Ga direct naar de content

Beïnvloeden stemcomputers verkiezingsopkomst?

Geplaatst als type:
Geschreven door:
Gepubliceerd om: maart 31 2014

In 2006 is commotie ontstaan over het gebruik van stemcomputers bij verkiezingen. De ophef over de betrouwbaarheid van de stemcomputers, waarbij in twijfel werd getrokken of het stemgeheim en een correcte uitslag zijn gewaarborgd, zou een negatief effect kunnen hebben op de verkiezingsopkomst. Ook zou het niet goed mogelijk zijn stemmen te hertellen als computers worden ingezet.
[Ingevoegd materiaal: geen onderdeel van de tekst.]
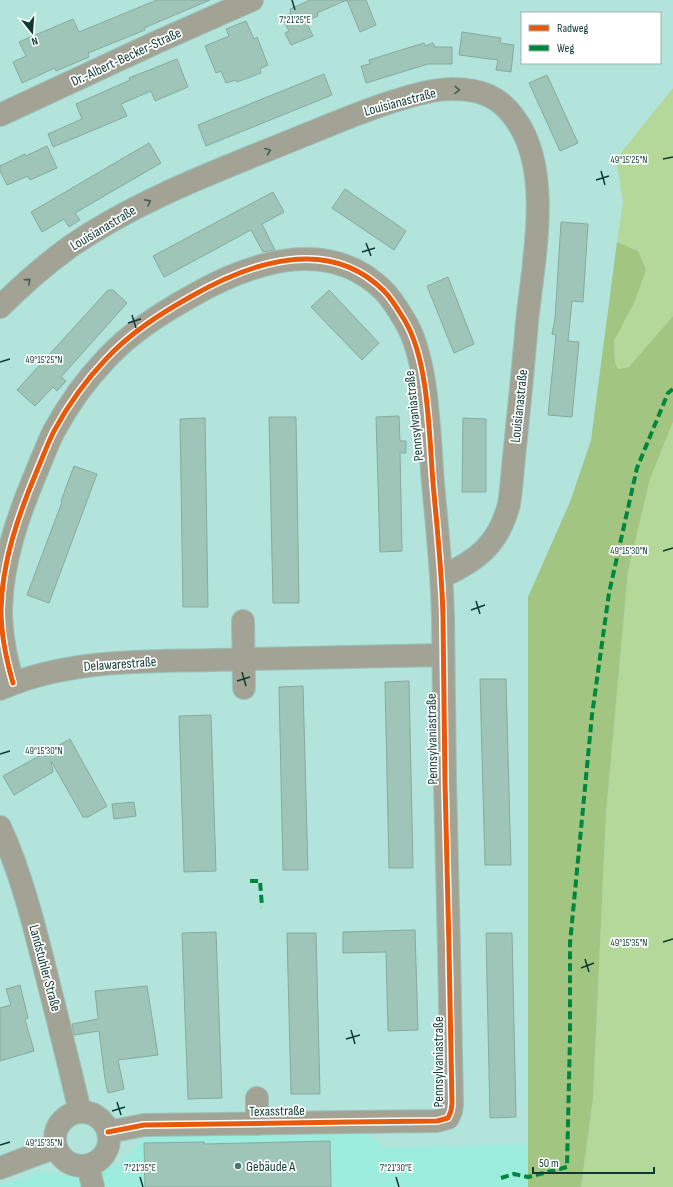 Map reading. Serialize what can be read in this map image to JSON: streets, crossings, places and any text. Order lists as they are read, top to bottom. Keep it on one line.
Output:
{"streets":{"street":["Dr.-Albert-Becker-Straße","Louisianastraße","Pennsylvaniastraße","Delawarestraße","Landstuhler Straße","Texasstraße"]},"crossings":[["Louisianastraße","Pennsylvaniastraße"],["Pennsylvaniastraße","Delawarestraße"],["Pennsylvaniastraße","Texasstraße"],["Landstuhler Straße","Texasstraße"]],"places":["Gebäude A"],"legend":["Radweg","Weg"],"scale_bar":"50 m","north":"bottom","coordinates":["7°21'25\"E","49°15'25\"N","49°15'30\"N","49°15'35\"N","7°21'35\"E","7°21'30\"E"]} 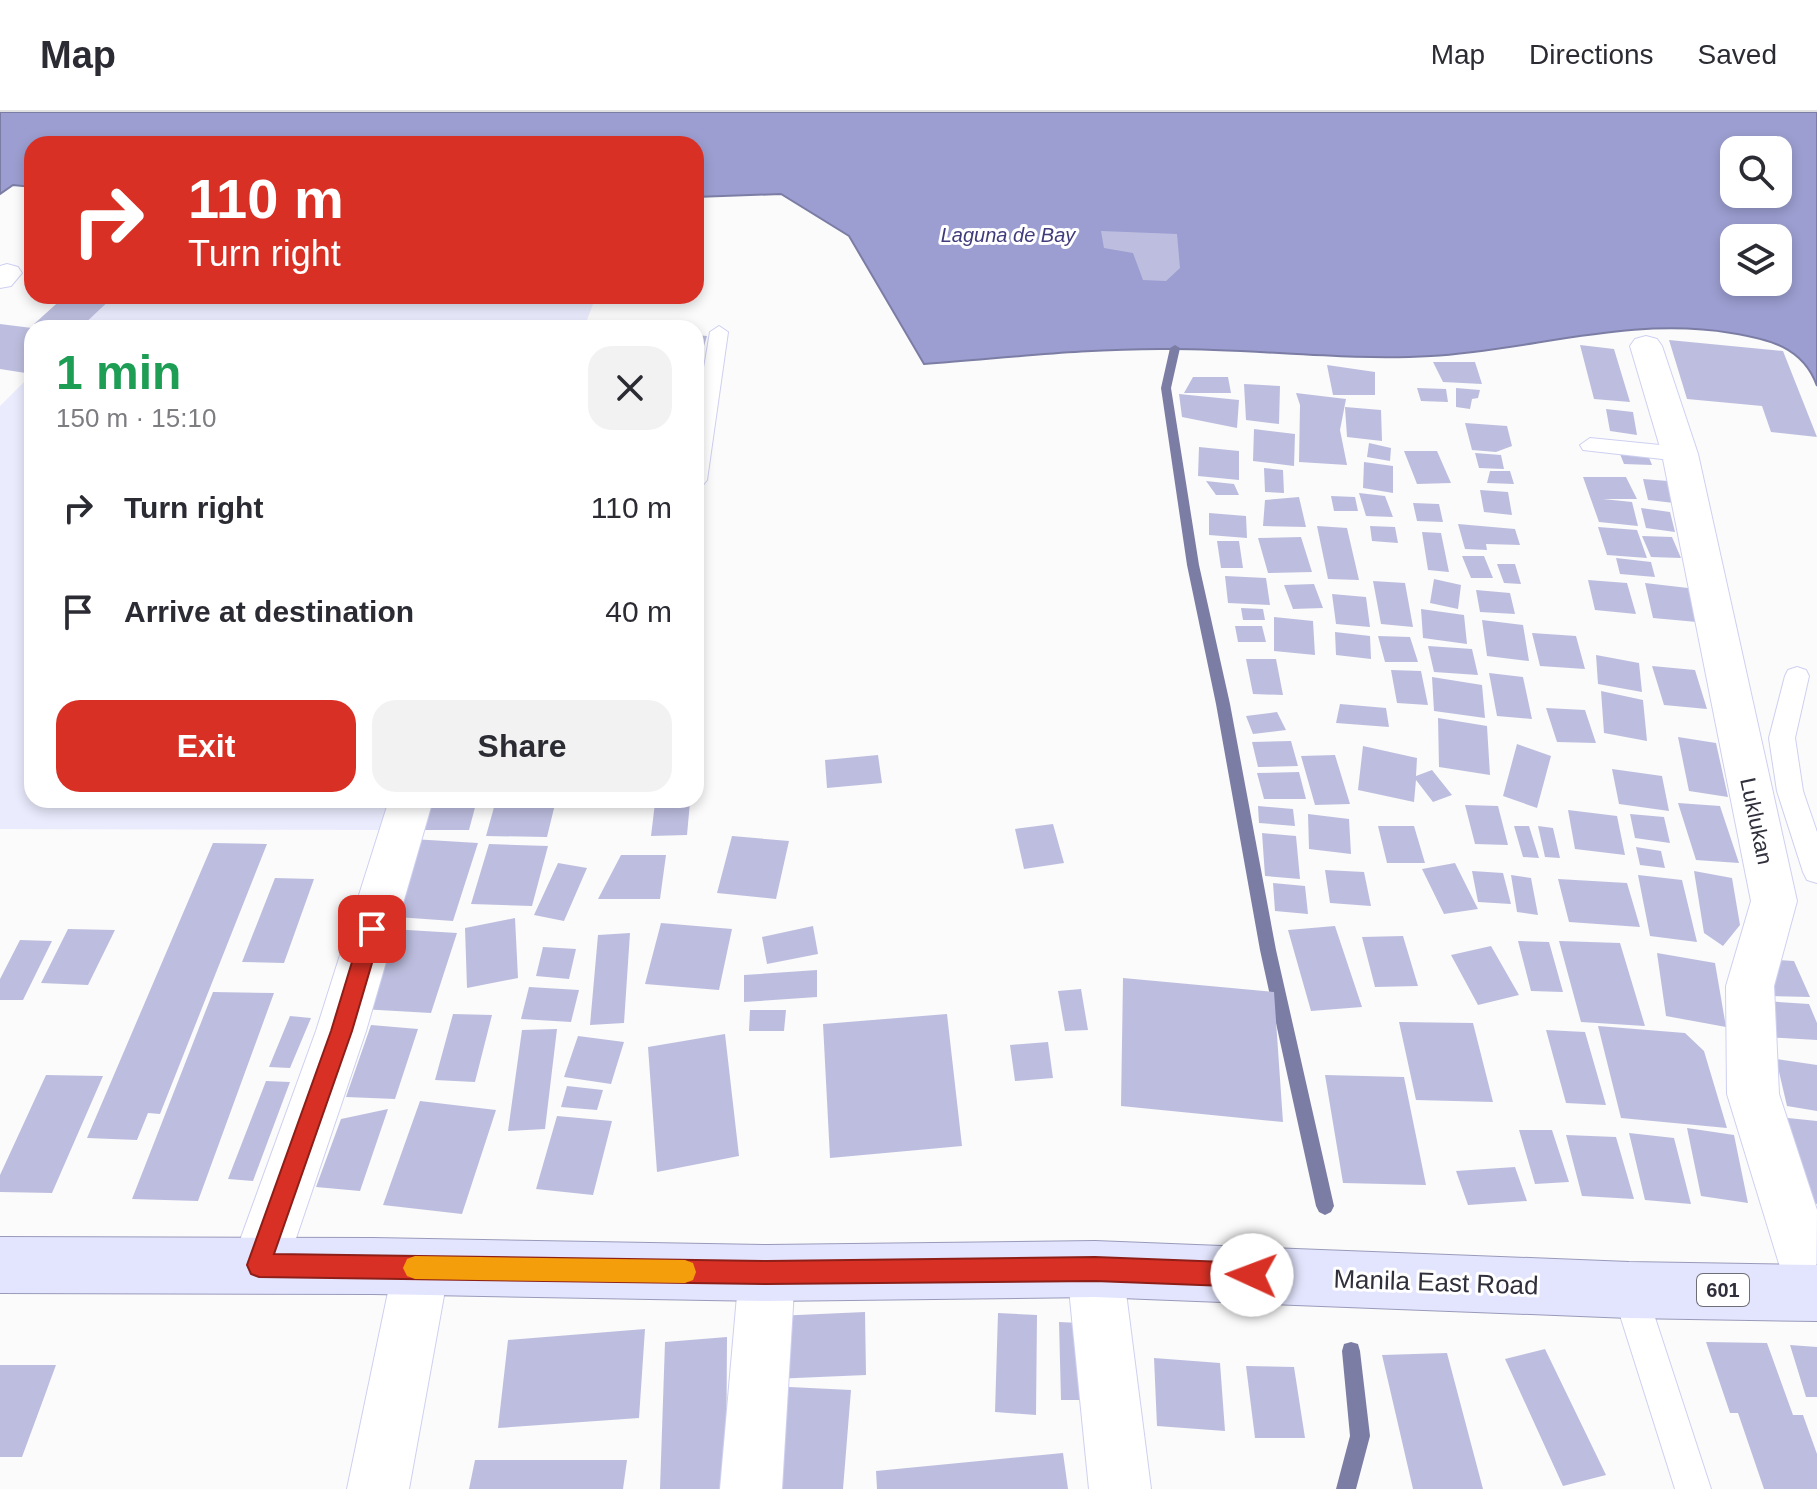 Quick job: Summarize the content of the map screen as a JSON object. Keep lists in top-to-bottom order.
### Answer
{
  "streets": {
    "main road": ["Manila East Road", "601"],
    "street": ["Luklukan"]
  },
  "crossings": [
    ["Luklukan", "Manila East Road"]
  ],
  "water": ["Laguna de Bay"],
  "page": {
    "header": "Map",
    "nav": ["Map", "Directions", "Saved"],
    "turn": ["110 m", "Turn right"],
    "heading": ["1 min", "150 m · 15:10"],
    "list": [
      {
        "name": "Turn right",
        "value": "110 m"
      },
      {
        "name": "Arrive at destination",
        "value": "40 m"
      }
    ],
    "buttons": ["Exit", "Share"]
  }
}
Het uiteindelijke gevolg van deze reuring is geweest dat stemcomputers zijn verboden en dat er weer met het rode potlood gestemd moet worden. De gemeenteraadsverkiezingen van deze maand laten zien dat er met het handmatig tellen van met een potlood ingevulde verkiezingsbiljetten ook veel mis kan gaan. In een aantal gemeenten lijken de aantallen niet te kloppen.

We zijn nu bijna acht jaar verder en het lijkt er op dat we bij toekomstige verkiezingen weer gebruik gaan maken van computers. Verschillende politieke partijen hebben de afgelopen weken blijk gegeven van deze wens. Uiteraard staat hierbij de betrouwbaarheid en het vertrouwen in de stemcomputers voorop. Na de commotie rond verschillende afluisterpraktijken is het klimaat voor herinvoering mogelijk niet optimaal. Ook de ontwikkeling van technologie die gepaard gaat met problemen rondom privacy vormt een punt van zorg. Allemaal zaken die de nodige aandacht vereisen voordat stemcomputers het rode potlood met redelijk vertrouwen kunnen vervangen.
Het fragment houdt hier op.